Philippines’ Boracay island reopens after 6-month cleanup

Philippines’ Boracay island reopens after 6-month cleanup
The island resort was vacated for six months, as hundreds of commercial establishments were demolished under the rehabilitation. (Courtesy DENR Facebook)
Updated 16 October 2018

Philippines’ Boracay island reopens after 6-month cleanup

Philippines’ Boracay island reopens after 6-month cleanup
  • Public opening is set on Oct. 26
  • The cleanup drive took six months, but officials estimated two years for full rehabilitation

DUBAI: Boracay, the Philippines’ world-famous island resort, has reopened for a test run after it was temporarily closed for a cleanup operation led by the Philippine government, CNN reported.

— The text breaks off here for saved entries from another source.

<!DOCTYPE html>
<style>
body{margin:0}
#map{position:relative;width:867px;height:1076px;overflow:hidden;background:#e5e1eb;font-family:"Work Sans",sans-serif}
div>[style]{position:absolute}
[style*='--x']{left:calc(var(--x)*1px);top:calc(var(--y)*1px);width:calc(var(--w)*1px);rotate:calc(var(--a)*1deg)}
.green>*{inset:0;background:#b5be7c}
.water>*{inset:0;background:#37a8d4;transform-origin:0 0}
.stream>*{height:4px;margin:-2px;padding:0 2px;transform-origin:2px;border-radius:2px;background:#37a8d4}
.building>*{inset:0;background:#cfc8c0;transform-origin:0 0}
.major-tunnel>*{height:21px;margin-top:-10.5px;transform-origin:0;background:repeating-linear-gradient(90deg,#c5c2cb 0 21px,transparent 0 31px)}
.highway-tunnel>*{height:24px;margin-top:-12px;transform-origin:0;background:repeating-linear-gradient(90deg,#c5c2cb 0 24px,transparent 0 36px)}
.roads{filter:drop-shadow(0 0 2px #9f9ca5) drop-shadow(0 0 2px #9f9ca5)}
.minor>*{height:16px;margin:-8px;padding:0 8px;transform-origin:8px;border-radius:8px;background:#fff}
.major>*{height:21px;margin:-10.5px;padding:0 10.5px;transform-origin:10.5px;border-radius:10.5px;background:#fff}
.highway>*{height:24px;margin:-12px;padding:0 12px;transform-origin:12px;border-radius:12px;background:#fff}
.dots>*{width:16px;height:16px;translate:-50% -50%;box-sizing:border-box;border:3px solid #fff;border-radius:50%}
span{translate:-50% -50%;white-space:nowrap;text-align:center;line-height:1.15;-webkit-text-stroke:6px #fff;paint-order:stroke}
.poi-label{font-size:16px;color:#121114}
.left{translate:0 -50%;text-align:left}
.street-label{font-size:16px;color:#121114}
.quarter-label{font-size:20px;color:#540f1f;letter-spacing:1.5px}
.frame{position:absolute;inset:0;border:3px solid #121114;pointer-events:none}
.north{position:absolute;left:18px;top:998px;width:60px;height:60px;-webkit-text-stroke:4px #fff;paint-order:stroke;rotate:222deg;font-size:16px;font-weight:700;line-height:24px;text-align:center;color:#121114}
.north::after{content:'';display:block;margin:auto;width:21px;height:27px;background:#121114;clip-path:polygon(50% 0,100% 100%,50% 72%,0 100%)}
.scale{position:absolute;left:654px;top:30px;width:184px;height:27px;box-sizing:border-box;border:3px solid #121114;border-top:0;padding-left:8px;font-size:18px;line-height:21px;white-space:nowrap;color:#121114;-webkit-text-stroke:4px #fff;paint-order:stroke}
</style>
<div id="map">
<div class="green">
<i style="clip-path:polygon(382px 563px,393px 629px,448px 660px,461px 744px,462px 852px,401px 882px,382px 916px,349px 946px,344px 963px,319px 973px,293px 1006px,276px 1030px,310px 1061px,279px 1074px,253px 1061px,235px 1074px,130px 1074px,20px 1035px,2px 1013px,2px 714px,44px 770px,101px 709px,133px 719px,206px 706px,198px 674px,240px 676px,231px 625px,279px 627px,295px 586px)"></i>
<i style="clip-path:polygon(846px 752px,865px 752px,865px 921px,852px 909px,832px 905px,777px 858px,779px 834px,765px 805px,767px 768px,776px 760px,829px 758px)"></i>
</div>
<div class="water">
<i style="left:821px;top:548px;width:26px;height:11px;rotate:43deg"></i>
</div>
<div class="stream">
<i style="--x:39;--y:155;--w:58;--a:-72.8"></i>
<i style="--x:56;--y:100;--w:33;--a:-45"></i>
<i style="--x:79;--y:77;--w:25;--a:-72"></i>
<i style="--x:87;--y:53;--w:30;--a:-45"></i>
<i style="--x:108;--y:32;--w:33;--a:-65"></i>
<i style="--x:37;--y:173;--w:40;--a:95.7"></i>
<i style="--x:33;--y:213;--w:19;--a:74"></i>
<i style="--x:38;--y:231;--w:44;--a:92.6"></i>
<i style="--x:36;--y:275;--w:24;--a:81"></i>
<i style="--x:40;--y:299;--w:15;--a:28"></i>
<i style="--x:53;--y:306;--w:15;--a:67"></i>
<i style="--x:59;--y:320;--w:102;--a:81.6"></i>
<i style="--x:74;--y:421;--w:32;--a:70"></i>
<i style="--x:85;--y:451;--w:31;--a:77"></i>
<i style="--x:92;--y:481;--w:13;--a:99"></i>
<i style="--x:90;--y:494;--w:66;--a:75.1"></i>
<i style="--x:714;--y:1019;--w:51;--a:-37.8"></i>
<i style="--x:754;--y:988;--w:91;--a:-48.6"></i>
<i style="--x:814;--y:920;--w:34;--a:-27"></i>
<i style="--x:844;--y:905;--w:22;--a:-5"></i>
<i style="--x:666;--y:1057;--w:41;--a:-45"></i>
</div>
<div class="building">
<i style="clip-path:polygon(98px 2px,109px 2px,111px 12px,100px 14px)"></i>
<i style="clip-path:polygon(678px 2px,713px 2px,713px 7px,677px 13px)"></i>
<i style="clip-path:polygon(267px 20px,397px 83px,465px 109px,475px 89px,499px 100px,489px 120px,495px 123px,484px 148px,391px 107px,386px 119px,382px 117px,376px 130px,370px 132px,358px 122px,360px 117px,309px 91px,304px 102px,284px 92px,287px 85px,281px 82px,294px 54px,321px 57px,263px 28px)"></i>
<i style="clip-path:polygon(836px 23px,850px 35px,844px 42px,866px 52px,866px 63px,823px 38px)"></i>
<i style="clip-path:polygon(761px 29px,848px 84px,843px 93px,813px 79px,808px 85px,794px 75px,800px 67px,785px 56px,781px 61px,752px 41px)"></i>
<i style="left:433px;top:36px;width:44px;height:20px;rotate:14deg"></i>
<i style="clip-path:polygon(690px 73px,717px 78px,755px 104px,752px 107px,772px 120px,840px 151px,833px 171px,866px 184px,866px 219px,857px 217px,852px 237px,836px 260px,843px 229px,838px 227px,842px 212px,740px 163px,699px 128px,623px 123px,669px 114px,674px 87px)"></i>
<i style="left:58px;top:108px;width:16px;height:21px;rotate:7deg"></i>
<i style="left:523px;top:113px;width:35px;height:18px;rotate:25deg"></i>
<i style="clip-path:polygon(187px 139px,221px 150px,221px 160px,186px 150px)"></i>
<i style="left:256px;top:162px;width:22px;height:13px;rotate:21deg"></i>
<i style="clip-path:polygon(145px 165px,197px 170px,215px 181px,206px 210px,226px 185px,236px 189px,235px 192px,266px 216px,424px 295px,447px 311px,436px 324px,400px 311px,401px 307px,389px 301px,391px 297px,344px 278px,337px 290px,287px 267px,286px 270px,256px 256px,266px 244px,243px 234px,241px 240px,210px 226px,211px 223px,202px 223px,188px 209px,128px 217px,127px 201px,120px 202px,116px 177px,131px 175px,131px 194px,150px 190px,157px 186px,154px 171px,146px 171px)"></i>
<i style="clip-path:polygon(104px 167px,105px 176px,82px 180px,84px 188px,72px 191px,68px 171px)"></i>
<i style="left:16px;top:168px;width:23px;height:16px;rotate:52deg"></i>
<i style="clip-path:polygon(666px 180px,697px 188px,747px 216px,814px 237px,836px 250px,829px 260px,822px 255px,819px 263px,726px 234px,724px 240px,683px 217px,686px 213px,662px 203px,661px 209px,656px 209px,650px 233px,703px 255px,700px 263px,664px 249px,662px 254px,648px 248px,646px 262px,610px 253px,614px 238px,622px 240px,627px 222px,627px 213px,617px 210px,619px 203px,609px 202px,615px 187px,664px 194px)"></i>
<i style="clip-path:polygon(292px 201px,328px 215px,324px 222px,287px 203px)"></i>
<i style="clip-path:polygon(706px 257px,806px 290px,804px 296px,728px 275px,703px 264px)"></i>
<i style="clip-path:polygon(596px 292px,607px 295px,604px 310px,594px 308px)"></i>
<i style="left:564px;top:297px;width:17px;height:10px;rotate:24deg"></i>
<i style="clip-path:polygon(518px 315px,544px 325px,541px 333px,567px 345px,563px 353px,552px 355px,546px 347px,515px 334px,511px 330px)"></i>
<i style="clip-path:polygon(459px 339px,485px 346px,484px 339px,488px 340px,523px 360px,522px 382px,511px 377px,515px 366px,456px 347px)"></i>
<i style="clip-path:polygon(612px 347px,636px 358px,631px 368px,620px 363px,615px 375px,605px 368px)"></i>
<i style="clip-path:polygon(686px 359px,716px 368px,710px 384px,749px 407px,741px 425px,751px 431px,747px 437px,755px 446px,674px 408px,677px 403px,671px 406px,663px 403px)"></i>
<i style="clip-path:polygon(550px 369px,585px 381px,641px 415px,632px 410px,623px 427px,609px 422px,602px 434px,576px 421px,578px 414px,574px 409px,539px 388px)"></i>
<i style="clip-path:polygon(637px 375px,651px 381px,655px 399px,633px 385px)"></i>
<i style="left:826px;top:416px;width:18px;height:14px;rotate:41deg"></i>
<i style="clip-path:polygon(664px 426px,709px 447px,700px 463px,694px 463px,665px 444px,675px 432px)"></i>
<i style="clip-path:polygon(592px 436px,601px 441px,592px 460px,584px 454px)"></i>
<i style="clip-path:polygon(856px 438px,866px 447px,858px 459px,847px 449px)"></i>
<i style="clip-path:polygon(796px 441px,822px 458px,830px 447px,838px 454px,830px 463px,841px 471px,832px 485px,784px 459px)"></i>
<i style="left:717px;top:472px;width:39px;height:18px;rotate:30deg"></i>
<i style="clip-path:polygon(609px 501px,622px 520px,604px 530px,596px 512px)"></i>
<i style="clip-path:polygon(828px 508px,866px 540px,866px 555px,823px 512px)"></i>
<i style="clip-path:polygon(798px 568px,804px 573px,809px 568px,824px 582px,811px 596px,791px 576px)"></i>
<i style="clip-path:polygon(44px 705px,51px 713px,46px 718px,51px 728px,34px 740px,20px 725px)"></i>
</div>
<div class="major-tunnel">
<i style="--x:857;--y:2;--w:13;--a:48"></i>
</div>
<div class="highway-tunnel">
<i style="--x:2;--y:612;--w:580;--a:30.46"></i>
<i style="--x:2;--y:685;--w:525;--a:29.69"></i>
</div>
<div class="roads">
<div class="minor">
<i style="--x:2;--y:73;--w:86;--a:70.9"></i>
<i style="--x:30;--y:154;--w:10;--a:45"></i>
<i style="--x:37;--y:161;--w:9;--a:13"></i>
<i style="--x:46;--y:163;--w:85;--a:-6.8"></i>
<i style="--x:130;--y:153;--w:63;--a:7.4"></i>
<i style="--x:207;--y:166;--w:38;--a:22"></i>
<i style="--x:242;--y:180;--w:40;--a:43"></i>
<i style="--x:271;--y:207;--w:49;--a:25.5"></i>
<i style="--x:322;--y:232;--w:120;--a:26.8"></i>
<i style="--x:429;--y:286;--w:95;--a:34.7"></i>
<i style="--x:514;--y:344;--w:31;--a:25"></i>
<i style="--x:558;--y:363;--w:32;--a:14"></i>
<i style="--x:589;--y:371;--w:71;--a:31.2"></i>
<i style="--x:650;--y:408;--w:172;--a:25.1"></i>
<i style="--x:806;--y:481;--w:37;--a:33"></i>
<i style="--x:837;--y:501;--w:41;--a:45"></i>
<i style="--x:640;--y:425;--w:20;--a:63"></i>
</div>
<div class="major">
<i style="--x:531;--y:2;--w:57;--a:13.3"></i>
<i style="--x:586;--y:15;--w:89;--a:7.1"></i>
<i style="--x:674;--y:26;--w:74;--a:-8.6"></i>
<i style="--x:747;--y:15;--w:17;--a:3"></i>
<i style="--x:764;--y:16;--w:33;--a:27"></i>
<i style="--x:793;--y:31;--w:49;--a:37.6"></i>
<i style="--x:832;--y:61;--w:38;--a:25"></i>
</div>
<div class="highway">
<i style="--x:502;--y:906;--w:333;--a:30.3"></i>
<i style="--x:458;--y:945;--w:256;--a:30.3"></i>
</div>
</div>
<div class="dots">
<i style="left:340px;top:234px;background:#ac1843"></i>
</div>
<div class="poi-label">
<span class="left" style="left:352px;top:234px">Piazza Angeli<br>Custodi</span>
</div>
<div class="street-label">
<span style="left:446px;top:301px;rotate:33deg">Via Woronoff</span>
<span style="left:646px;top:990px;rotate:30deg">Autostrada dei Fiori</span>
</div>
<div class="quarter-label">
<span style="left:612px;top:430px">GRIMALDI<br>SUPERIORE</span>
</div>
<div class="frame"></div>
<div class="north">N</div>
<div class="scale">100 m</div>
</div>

The test run involved a small group of tourists, who were invited to try the newly improved facilities of the resort off the main island of Aklan.

One of the main improvements done in the island was its sewerage system, which Philippine Environment Secretary Roy Cimatu confirmed as “100 percent” complete.

But while the beaches were signed off as safe for recreational activities, officials said that full rehabilitation could still take up to two years.

The cleanup, which lasted six months, started in April after Philippine president Rodrigo Duterte called the area a “cesspool” because of unclean waters.

Reforms have already taken place in the 6-month duration of the rehabilitation work, and officials have greenlighted a public opening on Oct. 26.

New rules

The government has set firmer regulations to maintain Boracay, including limiting the number of tourists allowed to stay on the island.

According to local media, only 19,000 tourists will be able to enter the island on the condition they present hotel reservation slips. Further, availability of hotel rooms will also be reduced to between 6,000 and 9,000 from a previous 12,000.

Other rules have been announced such as the temporary suspension of all water activities, prohibition of beachside dining, banning of souvenir shops and hawkers, among others.

Officials vowed to implement these rules as the island opens for tourists.